[What is needed]
Examine the material below. Gather every line in which the string "solid" appears.

[Given data]

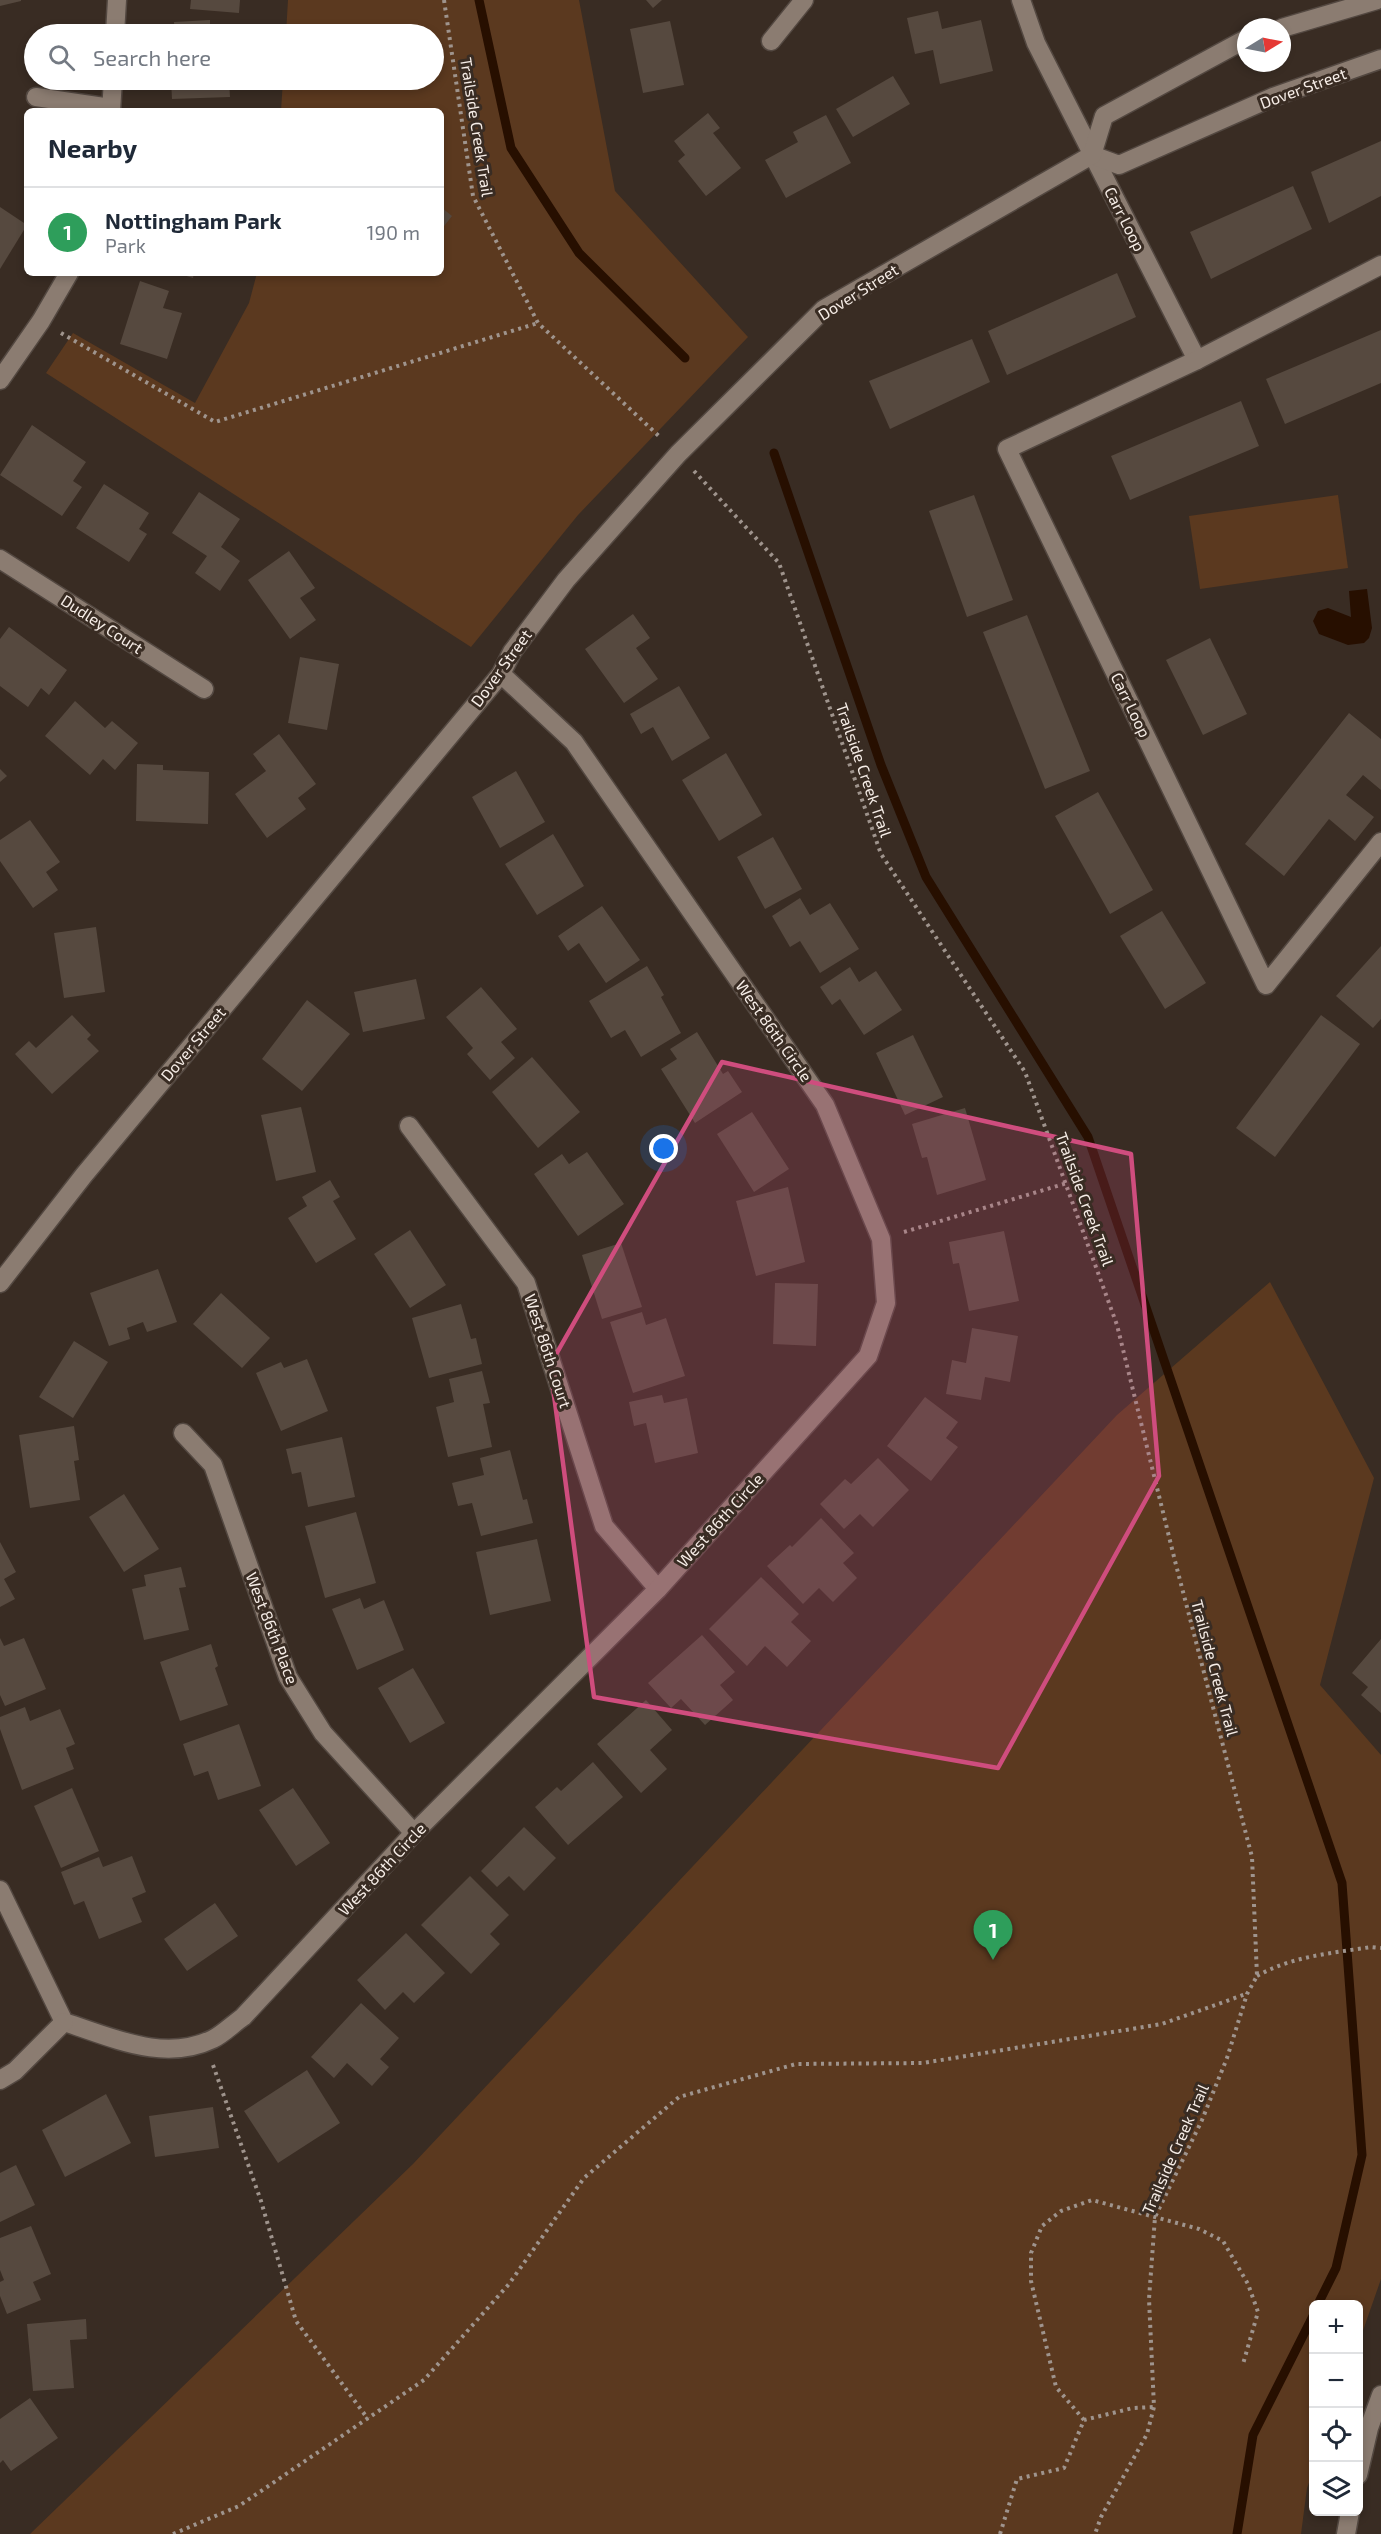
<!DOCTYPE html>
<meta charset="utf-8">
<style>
body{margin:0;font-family:"Exo 2",sans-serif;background:#f2f2f3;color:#1f2937}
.controls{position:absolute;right:18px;bottom:18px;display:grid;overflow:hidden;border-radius:9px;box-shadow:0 3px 9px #0003}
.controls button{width:54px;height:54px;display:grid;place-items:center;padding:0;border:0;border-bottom:2px solid #e0e1e3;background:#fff;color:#1f2937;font:30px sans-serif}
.compass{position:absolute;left:1237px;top:18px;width:54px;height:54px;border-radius:50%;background:#fff;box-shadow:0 3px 9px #0003;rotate:80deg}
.you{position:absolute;left:664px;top:1149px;width:21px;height:21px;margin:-15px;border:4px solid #fff;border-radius:50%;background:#1a73e8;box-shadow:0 0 0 9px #1a73e833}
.badge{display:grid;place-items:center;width:39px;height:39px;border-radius:50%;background:#7c3aed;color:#fff;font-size:20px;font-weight:700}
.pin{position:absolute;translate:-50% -50px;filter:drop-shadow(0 2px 3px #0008)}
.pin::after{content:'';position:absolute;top:32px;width:21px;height:18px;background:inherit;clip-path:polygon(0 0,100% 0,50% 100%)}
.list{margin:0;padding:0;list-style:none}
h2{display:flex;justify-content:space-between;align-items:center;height:78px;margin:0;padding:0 24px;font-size:26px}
h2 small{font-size:20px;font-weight:400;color:#747a83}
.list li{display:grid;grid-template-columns:39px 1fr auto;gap:18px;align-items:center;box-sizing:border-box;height:90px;padding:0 24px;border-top:2px solid #e0e1e3}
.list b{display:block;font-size:22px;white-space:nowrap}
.list p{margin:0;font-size:20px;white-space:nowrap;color:#747a83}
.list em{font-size:20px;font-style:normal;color:#747a83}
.icon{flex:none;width:33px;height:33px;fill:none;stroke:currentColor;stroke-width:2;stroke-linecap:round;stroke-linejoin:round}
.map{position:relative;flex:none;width:1381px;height:2534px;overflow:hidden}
.search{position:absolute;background:#fff;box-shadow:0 3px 9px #0003;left:24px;top:24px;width:420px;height:66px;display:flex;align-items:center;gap:15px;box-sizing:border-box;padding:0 21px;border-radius:33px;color:#747a83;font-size:22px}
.panel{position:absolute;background:#fff;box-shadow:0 3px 9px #0003;left:24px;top:108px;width:420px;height:168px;border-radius:9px}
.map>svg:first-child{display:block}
.green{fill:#5b391f}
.water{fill:#270f00}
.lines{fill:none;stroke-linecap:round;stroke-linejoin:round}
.stream{stroke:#270f00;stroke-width:9}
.building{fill:#56493f}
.minor-casing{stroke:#534841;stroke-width:21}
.path{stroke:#9f948d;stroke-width:4;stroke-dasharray:3 4.5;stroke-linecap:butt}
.minor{stroke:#8b7c71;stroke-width:18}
.marked{fill:#cf4d7e;fill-opacity:0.2;stroke:#cf4d7e;stroke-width:4.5;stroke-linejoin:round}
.labels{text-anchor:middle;stroke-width:6;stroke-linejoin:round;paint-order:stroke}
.street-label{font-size:16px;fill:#f6ede7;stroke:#392c23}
</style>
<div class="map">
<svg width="1381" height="2534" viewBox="0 0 1381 2534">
<rect width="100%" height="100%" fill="#392c23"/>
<g class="green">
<path d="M288,0H579L615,191L748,337L578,515L471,647L46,373L73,333L195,403L249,303L257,273H441V111H281L283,80H434V34H286Z"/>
<path d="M1338,495L1348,568L1200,589L1189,516Z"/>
<path d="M1270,1282L1374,1478L1320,1685L1381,1755V2279L1359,2342L1358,2304H1314V2469L1307,2488L1301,2534H30L413,2164L1117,1415Z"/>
</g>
<path class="water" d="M1367,589L1372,628L1369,638L1364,643L1348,645L1319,634L1313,621L1318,611L1328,608L1351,617L1349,591Z"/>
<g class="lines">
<g class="stream">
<path d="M479,0L511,148L579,253L685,358"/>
<path d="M774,453L881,765L926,877L1088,1137L1342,1883L1362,2155L1336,2268L1318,2304"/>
<path d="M1237,2534L1253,2435L1314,2314"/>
</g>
</g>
<g class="building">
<path d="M0,0H21V1L0,6Z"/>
<path d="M191,0H240L239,13L190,9Z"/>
<path d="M646,0H662L653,8Z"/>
<path d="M938,11L942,29L981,20L993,71L940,84L933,50L915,54L907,18Z"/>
<path d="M210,20V34H175L174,22Z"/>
<path d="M670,21L684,85L643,93L630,29Z"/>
<path d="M893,76L910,104L853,137L836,109Z"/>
<path d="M171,80H229L230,97L172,99Z"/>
<path d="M708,113L720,128L713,133L741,168L706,196L678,161L685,155L674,141Z"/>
<path d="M826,115L851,163L786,198L765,160L798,142L793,132Z"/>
<path d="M1381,141V196L1329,223L1311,172Z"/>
<path d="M1293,186L1312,229L1211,279L1190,232Z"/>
<path d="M0,207L27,225L0,269Z"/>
<path d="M441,207L452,216L441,230Z"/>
<path d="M177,273H194L193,278Z"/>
<path d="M1117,273L1136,317L1007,375L988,331Z"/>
<path d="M140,281L169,291L163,308L182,313L167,359L120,344Z"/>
<path d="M1381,330V383L1285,424L1266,379Z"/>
<path d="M972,339L990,382L890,429L869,381Z"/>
<path d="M1241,401L1259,446L1130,500L1111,456Z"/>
<path d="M32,425L86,462L73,481L82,487L62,516L0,475Z"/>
<path d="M104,484L149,513L139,529L147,534L129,562L76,528Z"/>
<path d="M199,492L240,519L221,547L240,561L220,591L195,573L207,556L172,533Z"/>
<path d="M974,495L1013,600L967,617L929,511Z"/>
<path d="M289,551L315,588L300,598L316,620L290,639L248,580Z"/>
<path d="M633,614L650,638L636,648L658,679L624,703L585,649Z"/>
<path d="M1027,615L1090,771L1045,789L983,632Z"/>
<path d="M9,627L67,670L49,695L41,688L28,707L0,686V639Z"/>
<path d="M1210,638L1247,714L1203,735L1166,660Z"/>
<path d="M300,657L339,664L327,730L288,723Z"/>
<path d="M679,686L710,738L672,761L653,727L641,734L630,714Z"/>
<path d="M75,701L105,728L112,721L138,743L115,770L103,759L90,775L45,736Z"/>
<path d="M1349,713L1381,739V790L1363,775L1346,795L1374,817L1355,841L1329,819L1284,876L1245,844Z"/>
<path d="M279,734L316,784L298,798L306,809L267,838L235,794L266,771L253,754Z"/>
<path d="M726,753L762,815L719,841L682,780Z"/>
<path d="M137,764L163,765V770L209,772L208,824L136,821Z"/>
<path d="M0,769L7,776L0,782Z"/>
<path d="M516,771L545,822L500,848L472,797Z"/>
<path d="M1098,792L1153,890L1110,914L1055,816Z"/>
<path d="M30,820L60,862L46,872L58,890L33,908L0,861V840Z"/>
<path d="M553,834L584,886L537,915L505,864Z"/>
<path d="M773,837L802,889L765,909L737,857Z"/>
<path d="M800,898L810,915L830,903L859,949L820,973L800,941L790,947L772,916Z"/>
<path d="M602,906L640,960L606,983L579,943L568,951L558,936Z"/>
<path d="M1162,911L1206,983L1165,1009L1120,936Z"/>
<path d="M96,927L105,992L64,998L54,933Z"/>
<path d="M1381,946V1019L1373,1028L1336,996Z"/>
<path d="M647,966L664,995L661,997L681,1033L641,1057L625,1030L611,1038L589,1001Z"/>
<path d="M850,967L859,982L876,971L902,1010L864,1035L840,999L832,1005L820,987Z"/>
<path d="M416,979L425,1019L363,1032L354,992Z"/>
<path d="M481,987L517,1029L501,1042L515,1058L490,1080L467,1054L473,1048L446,1017Z"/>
<path d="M307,1000L350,1034L302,1091L262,1059Z"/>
<path d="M72,1015L91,1035L87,1039L99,1051L52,1094L15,1054L29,1041L36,1048Z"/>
<path d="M1321,1015L1360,1044L1275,1157L1236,1128Z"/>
<path d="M697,1032L723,1074L728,1071L742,1092L695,1123L661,1069L677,1059L670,1049Z"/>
<path d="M913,1035L943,1097L905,1115L876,1053Z"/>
<path d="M532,1057L580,1112L538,1148L492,1092Z"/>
<path d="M301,1107L316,1172L276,1181L261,1115Z"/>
<path d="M965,1108L986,1180L937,1195L927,1157L922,1158L912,1124Z"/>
<path d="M752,1112L789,1169L754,1192L717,1134Z"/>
<path d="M587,1152L624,1204L578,1236L534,1174L562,1154L569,1164Z"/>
<path d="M330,1180L340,1197L333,1201L356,1239L316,1263L288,1218L307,1206L302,1197Z"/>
<path d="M788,1187L805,1262L756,1276L736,1201Z"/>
<path d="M410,1230L446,1285L410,1308L374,1254Z"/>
<path d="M1004,1231L1019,1301L969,1311L959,1263L953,1264L949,1242Z"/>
<path d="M621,1243L642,1307L602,1319L582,1255Z"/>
<path d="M158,1269L177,1322L147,1332L143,1322L127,1328L130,1339L109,1346L90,1293Z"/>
<path d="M775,1283L818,1284L816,1346L773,1344Z"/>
<path d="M221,1293L270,1338L242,1368L193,1324Z"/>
<path d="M461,1304L471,1339L476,1338L482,1364L429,1378L412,1318Z"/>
<path d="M642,1312L646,1325L666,1318L685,1376L633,1393L610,1322Z"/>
<path d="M972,1328L1018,1336L1010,1382L985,1377L981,1400L946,1394L952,1360L966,1363Z"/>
<path d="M74,1341L108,1362L73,1418L39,1397Z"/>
<path d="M307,1359L328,1411L281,1431L256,1373L281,1362L284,1368Z"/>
<path d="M482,1371L490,1403L483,1404L492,1447L448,1457L436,1407L454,1402L449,1379Z"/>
<path d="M662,1395L664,1403L687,1398L698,1453L655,1463L646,1423L634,1426L629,1402Z"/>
<path d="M925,1397L958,1422L946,1438L958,1447L931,1481L887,1446Z"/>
<path d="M74,1426L79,1460L74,1461L80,1500L30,1508L19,1435Z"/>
<path d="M342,1437L355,1497L308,1507L301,1472L292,1474L286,1449Z"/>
<path d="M510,1450L523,1500L527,1499L533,1523L481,1536L472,1503L458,1506L452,1483L484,1475L480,1458Z"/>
<path d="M878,1458L909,1490L873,1527L860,1514L844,1529L820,1504L845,1479L851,1484Z"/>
<path d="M124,1494L159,1549L124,1572L89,1517Z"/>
<path d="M356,1512L376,1583L325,1598L305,1526Z"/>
<path d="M821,1518L854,1553L843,1563L857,1578L833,1602L819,1588L803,1604L767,1566L790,1545L792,1547Z"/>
<path d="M537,1539L551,1601L490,1615L476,1552Z"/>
<path d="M0,1542L16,1572L4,1579L15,1599L0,1607Z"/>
<path d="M181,1567L186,1587L179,1588L189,1630L144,1640L132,1589L146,1586L144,1575Z"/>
<path d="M761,1577L799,1614L791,1622L811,1641L787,1667L765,1646L747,1666L709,1629Z"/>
<path d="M360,1598L364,1609L384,1600L404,1650L357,1670L332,1609Z"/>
<path d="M702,1635L735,1672L720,1685L733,1700L705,1725L681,1699L671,1708L648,1683Z"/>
<path d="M0,1638L4,1646L24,1638L46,1689L5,1706L0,1695Z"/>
<path d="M1381,1639V1713L1361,1695L1368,1687L1352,1673Z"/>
<path d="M211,1644L218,1666L215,1668L228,1705L180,1721L160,1662Z"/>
<path d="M413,1668L445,1723L410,1743L378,1688Z"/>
<path d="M646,1700L672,1730L650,1750L667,1769L641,1793L597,1744Z"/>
<path d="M25,1707L30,1721L60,1709L75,1744L66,1748L74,1769L22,1790L0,1729V1717Z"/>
<path d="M239,1724L261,1786L218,1800L208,1771L194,1776L183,1744Z"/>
<path d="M593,1762L623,1797L568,1845L535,1807L557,1787L561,1791Z"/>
<path d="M72,1788L99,1851L61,1868L34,1806Z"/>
<path d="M293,1788L330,1843L296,1866L259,1810Z"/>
<path d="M524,1827L556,1858L524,1891L509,1876L497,1887L481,1871Z"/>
<path d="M132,1856L146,1892L132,1898L142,1922L99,1939L84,1901L74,1905L61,1872L99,1857L103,1867Z"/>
<path d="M470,1876L509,1915L490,1934L500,1944L471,1974L421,1925Z"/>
<path d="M215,1903L238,1936L187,1971L164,1939Z"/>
<path d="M406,1933L445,1973L414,2003L403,1992L385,2010L357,1980Z"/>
<path d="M361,2003L399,2038L380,2059L389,2067L372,2086L347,2063L334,2078L311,2057Z"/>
<path d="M307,2070L340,2123L278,2163L244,2111Z"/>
<path d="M106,2094L131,2143L65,2177L42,2130Z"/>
<path d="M213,2107L219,2148L155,2157L149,2116Z"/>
<path d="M16,2165L35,2205L0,2222V2173Z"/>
<path d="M31,2226L51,2274L33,2282L41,2300L7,2314L0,2296V2282L4,2280L0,2270V2238Z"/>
<path d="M86,2319L87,2339L70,2340L74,2388L33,2391L27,2324Z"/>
<path d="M30,2398L58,2438L11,2471L3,2460L0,2463V2419Z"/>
</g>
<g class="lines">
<g class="minor-casing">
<g id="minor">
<path d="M1021,0L1036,43L1197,360"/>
<path d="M1282,28L1377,0"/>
<path d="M115,34L117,0"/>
<path d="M771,41L804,0"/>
<path d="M36,97L111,108"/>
<path d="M111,111L113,80"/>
<path d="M1092,155L1119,165L1273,97L1381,59"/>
<path d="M1381,265L1197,360L1007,449L1266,985L1381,842"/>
<path d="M0,380L41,321L69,273"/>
<path d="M0,559L204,689"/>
<path d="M409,1126L526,1283L604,1526L658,1589"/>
<path d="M0,1283L84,1175L501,674L512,652L566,580L678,454L824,309L1092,155L1104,116L1246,39"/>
<path d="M183,1433L213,1465L288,1677L323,1733L414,1833"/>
<path d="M0,1890L64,2022C112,2037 163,2063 213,2039C223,2034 233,2024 243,2017L414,1833L658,1589L868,1356L886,1303L881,1239L825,1105L574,742L501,674"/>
<path d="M0,2080L15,2071L64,2022"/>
<path d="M1358,2475L1369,2428L1381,2395"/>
<path d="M1346,2534L1350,2512"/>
</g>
</g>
<g class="path">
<path d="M444,0L473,196L538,323L661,438"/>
<path d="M61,333L215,422L538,323"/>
<path d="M694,471L779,563L881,854L1025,1072L1117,1325L1175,1561L1252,1857L1257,1976L1247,1994L1227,2058L1202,2120L1155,2217L1149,2299L1154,2407L1147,2434L1101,2517L1095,2534"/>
<path d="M904,1232L1067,1183"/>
<path d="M1257,1976C1292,1956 1333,1953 1371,1947L1381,1948"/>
<path d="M213,2065L261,2201L296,2321L368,2419"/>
<path d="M1084,2420L1056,2387L1031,2281V2253L1042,2226L1061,2211L1092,2200L1199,2229L1223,2241L1248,2284L1258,2312L1243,2364"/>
<path d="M173,2534L239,2506L424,2380L509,2284L584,2178L679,2097L796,2064L923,2063L1162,2024L1246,1994"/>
<path d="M1000,2534L1017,2479L1064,2468L1084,2420L1133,2408L1154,2407"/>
</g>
<use href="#minor" class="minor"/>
</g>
<path class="marked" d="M722,1062L1131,1154L1159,1476L998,1768L594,1697L550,1365Z"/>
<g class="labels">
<g class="street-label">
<text transform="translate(1303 88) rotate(-20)" y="6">Dover Street</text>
<text transform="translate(477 127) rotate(81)" y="6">Trailside Creek Trail</text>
<text transform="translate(1125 219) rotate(63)" y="6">Carr Loop</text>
<text transform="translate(858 292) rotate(-32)" y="6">Dover Street</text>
<text transform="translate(102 624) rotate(33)" y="6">Dudley Court</text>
<text transform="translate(501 668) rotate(-54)" y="6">Dover Street</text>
<text transform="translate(1131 705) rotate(64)" y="6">Carr Loop</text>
<text transform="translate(864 770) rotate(71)" y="6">Trailside Creek Trail</text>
<text transform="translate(774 1031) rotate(55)" y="6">West 86th Circle</text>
<text transform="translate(193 1044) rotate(-50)" y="6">Dover Street</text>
<text transform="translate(1085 1199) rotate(70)" y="6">Trailside Creek Trail</text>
<text transform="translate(548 1351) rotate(72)" y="6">West 86th Court</text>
<text transform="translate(720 1520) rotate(-48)" y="6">West 86th Circle</text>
<text transform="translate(272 1628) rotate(69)" y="6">West 86th Place</text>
<text transform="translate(1215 1668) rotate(75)" y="6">Trailside Creek Trail</text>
<text transform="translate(382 1869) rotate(-47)" y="6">West 86th Circle</text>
<text transform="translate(1175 2149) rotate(-66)" y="6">Trailside Creek Trail</text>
</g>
</g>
</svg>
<div class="controls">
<button>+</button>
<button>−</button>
<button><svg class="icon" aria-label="locate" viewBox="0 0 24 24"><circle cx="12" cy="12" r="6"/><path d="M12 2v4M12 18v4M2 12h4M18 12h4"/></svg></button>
<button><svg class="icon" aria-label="layers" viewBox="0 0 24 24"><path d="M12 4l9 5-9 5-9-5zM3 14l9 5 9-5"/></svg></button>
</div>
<svg class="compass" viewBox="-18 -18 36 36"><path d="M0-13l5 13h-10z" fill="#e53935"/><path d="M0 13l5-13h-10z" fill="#747a83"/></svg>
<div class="you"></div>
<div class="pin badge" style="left:993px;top:1960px;background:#2e9e5b">1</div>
<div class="search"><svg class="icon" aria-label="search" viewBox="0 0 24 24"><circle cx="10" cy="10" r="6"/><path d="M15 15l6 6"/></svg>Search here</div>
<section class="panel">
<h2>Nearby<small></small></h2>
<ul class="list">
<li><span class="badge" style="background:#2e9e5b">1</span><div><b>Nottingham Park</b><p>Park</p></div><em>190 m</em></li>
</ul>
</section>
</div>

[Solution to the problem]
.controls button{width:54px;height:54px;display:grid;place-items:center;padding:0;border:0;border-bottom:2px solid #e0e1e3;background:#fff;color:#1f2937;font:30px sans-serif}
.you{position:absolute;left:664px;top:1149px;width:21px;height:21px;margin:-15px;border:4px solid #fff;border-radius:50%;background:#1a73e8;box-shadow:0 0 0 9px #1a73e833}
.list li{display:grid;grid-template-columns:39px 1fr auto;gap:18px;align-items:center;box-sizing:border-box;height:90px;padding:0 24px;border-top:2px solid #e0e1e3}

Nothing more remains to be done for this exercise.